EXERCISE:
Transcribe the following entries word for word. End with the line where "display:grid; place-items:center; width:50px;" appears.

========================

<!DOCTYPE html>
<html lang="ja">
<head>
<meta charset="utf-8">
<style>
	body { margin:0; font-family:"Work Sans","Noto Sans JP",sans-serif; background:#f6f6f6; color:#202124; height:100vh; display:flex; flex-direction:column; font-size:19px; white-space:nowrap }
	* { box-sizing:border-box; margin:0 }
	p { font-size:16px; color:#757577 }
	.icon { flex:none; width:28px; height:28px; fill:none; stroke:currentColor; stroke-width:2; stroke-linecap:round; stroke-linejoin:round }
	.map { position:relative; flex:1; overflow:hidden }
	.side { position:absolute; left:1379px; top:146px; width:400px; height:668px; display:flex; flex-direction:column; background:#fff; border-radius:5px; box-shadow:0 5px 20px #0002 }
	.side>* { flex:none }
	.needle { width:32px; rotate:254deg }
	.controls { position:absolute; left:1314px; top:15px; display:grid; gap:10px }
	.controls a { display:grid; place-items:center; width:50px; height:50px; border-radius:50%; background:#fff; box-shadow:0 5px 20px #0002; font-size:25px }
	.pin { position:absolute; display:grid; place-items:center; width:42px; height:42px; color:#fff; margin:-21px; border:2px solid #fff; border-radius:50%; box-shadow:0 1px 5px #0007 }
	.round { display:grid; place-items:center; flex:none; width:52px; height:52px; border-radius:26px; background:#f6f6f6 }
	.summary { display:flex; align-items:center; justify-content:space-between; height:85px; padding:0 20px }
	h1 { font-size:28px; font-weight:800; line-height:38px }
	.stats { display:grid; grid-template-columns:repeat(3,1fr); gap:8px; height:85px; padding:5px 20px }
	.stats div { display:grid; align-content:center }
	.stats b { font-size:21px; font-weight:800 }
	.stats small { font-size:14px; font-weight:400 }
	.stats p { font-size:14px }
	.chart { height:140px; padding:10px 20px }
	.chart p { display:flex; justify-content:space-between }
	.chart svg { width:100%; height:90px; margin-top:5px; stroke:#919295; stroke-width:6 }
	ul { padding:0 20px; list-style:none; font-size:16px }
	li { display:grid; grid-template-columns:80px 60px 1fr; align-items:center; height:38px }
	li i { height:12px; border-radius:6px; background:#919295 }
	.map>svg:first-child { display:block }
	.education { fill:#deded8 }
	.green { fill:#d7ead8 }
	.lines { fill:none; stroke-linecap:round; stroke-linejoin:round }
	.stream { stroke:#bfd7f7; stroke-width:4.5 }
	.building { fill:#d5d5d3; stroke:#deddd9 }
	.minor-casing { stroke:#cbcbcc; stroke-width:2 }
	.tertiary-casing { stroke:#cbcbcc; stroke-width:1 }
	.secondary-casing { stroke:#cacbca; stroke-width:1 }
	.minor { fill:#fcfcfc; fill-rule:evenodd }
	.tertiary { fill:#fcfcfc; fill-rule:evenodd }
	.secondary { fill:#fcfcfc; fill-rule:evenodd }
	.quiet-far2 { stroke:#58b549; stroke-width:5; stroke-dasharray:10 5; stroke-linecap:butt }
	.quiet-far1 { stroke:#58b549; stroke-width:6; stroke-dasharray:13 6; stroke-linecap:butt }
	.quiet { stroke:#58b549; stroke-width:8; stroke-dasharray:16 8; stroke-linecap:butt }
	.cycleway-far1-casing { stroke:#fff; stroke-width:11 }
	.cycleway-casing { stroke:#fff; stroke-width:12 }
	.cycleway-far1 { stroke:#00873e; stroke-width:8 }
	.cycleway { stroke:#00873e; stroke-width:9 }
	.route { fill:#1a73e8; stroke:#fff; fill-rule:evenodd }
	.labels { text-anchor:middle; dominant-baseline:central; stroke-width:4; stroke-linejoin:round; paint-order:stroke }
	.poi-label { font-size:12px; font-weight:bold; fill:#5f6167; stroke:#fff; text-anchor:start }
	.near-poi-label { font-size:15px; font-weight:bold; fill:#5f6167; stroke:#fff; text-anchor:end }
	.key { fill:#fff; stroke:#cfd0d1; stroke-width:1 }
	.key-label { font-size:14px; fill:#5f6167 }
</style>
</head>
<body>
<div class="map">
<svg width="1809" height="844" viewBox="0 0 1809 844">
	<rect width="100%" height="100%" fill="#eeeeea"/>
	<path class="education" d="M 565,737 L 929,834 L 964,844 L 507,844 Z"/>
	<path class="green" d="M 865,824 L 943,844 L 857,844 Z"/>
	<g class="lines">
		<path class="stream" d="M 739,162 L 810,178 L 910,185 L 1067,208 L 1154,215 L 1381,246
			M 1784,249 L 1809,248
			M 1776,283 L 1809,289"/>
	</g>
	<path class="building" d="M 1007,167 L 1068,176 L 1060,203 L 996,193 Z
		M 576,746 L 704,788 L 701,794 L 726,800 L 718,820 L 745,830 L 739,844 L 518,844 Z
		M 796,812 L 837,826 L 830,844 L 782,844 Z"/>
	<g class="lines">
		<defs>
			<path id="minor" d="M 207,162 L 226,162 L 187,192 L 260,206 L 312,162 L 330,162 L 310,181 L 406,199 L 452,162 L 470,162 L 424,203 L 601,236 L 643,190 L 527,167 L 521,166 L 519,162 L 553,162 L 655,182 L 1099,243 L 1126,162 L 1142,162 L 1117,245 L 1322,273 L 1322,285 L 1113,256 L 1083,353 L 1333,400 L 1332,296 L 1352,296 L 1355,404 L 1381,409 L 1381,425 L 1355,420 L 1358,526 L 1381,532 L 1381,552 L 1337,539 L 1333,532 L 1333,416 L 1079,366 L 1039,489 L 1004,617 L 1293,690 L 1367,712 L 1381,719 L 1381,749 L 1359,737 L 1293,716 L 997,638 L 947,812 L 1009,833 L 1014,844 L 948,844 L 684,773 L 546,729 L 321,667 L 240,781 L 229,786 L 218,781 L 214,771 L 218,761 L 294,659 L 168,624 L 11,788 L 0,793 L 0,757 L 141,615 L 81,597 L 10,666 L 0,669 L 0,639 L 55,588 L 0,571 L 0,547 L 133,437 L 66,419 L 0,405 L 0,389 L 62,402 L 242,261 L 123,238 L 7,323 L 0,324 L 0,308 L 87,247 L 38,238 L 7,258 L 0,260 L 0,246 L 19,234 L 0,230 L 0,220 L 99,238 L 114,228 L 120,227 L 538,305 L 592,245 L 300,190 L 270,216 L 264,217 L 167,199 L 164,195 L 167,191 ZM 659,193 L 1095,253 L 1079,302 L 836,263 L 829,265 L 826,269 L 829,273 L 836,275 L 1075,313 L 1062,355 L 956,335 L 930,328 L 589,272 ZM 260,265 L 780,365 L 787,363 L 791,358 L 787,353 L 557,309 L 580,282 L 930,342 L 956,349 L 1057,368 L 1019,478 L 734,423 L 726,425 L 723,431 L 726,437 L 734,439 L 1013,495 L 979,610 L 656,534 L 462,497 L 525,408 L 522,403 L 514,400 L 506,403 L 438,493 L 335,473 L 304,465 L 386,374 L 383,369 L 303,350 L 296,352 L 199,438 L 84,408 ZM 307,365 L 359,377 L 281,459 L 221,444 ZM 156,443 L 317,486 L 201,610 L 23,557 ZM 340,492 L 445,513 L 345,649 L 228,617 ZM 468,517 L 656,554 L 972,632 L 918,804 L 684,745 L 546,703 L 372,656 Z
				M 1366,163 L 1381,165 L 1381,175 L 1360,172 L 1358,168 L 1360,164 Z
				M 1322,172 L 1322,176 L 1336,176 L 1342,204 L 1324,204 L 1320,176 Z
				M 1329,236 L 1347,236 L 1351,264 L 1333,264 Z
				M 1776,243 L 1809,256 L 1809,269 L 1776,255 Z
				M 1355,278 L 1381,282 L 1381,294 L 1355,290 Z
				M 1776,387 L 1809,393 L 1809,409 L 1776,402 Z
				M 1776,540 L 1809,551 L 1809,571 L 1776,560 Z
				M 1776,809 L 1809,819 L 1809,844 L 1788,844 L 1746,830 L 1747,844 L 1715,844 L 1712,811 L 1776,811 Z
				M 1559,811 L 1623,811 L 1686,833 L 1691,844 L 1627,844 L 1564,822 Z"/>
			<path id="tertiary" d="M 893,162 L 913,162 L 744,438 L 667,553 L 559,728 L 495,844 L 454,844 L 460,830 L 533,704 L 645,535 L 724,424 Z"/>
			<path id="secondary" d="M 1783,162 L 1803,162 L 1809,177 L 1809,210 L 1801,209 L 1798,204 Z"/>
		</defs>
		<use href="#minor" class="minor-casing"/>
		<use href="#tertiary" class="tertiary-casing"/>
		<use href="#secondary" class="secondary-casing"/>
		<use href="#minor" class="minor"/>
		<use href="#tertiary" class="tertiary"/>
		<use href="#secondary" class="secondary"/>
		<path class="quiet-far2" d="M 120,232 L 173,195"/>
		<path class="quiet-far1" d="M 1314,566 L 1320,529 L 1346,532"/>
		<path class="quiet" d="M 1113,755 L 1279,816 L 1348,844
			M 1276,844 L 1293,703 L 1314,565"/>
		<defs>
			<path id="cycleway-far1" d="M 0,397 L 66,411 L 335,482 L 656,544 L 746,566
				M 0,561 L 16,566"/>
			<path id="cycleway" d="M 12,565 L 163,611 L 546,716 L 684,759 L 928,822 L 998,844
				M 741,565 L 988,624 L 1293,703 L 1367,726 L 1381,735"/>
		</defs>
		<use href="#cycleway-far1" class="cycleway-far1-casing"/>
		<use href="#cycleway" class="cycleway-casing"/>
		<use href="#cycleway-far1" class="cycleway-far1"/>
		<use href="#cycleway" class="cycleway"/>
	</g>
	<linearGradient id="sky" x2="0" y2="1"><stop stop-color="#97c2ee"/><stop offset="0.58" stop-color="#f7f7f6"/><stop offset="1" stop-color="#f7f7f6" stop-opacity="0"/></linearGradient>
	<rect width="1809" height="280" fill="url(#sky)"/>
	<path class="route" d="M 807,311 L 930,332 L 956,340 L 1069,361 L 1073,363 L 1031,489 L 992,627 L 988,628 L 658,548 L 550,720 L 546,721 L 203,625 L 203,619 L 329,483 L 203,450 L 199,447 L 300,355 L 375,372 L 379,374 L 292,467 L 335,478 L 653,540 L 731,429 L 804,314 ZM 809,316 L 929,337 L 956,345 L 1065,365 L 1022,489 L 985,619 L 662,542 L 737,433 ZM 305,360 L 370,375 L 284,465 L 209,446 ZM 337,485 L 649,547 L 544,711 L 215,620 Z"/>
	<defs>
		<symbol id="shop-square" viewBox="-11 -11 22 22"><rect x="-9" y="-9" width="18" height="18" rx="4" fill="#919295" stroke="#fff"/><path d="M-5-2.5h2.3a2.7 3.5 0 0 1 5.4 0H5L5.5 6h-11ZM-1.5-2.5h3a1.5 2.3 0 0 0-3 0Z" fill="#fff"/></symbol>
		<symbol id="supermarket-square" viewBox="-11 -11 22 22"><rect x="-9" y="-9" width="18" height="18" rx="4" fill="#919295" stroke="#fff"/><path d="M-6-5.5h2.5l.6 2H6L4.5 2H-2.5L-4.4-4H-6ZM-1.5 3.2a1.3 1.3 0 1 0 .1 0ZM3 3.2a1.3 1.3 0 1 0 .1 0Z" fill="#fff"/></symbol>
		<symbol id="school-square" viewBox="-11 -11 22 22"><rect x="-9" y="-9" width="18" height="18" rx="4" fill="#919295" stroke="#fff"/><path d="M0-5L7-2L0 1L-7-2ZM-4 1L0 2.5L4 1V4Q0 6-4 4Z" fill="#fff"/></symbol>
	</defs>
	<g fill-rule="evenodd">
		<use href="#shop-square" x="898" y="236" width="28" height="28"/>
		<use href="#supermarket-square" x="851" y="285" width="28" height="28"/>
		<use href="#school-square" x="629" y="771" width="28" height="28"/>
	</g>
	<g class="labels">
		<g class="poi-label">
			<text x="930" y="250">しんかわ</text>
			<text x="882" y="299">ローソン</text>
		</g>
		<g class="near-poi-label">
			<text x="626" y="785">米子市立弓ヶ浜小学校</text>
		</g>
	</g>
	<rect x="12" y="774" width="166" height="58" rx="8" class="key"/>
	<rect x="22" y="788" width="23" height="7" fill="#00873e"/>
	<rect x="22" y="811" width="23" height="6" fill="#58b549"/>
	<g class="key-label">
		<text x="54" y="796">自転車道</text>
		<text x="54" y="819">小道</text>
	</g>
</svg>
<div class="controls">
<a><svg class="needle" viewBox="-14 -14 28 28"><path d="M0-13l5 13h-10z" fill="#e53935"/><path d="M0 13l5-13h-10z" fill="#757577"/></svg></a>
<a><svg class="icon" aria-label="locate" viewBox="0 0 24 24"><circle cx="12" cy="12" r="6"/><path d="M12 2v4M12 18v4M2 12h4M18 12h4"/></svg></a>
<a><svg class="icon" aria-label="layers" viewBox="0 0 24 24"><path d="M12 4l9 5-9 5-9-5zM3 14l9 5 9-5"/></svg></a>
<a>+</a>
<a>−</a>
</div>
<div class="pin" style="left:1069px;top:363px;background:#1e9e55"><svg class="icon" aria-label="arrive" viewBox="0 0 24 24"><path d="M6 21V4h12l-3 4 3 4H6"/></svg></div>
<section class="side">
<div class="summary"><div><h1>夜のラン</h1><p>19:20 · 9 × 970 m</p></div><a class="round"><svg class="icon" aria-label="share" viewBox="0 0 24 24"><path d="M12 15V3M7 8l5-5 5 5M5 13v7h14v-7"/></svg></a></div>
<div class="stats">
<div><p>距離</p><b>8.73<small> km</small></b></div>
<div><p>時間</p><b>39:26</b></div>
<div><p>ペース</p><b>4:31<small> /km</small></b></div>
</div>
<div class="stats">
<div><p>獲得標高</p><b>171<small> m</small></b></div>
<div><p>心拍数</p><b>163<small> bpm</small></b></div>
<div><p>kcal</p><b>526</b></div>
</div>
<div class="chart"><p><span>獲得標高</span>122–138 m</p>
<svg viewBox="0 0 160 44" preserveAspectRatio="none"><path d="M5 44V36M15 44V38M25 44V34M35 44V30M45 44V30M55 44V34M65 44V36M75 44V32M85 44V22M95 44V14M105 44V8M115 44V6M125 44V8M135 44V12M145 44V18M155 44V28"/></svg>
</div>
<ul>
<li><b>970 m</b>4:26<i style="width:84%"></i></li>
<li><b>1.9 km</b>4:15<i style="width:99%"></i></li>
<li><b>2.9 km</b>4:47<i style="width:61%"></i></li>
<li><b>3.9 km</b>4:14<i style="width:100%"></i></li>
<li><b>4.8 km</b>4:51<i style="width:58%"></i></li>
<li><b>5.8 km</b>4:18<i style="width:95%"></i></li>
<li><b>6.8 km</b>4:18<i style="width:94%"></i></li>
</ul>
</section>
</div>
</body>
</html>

========================

EXERCISE RESULT:
<!DOCTYPE html>
<html lang="ja">
<head>
<meta charset="utf-8">
<style>
	body { margin:0; font-family:"Work Sans","Noto Sans JP",sans-serif; background:#f6f6f6; color:#202124; height:100vh; display:flex; flex-direction:column; font-size:19px; white-space:nowrap }
	* { box-sizing:border-box; margin:0 }
	p { font-size:16px; color:#757577 }
	.icon { flex:none; width:28px; height:28px; fill:none; stroke:currentColor; stroke-width:2; stroke-linecap:round; stroke-linejoin:round }
	.map { position:relative; flex:1; overflow:hidden }
	.side { position:absolute; left:1379px; top:146px; width:400px; height:668px; display:flex; flex-direction:column; background:#fff; border-radius:5px; box-shadow:0 5px 20px #0002 }
	.side>* { flex:none }
	.needle { width:32px; rotate:254deg }
	.controls { position:absolute; left:1314px; top:15px; display:grid; gap:10px }
	.controls a { display:grid; place-items:center; width:50px; height:50px; border-radius:50%; background:#fff; box-shadow:0 5px 20px #0002; font-size:25px }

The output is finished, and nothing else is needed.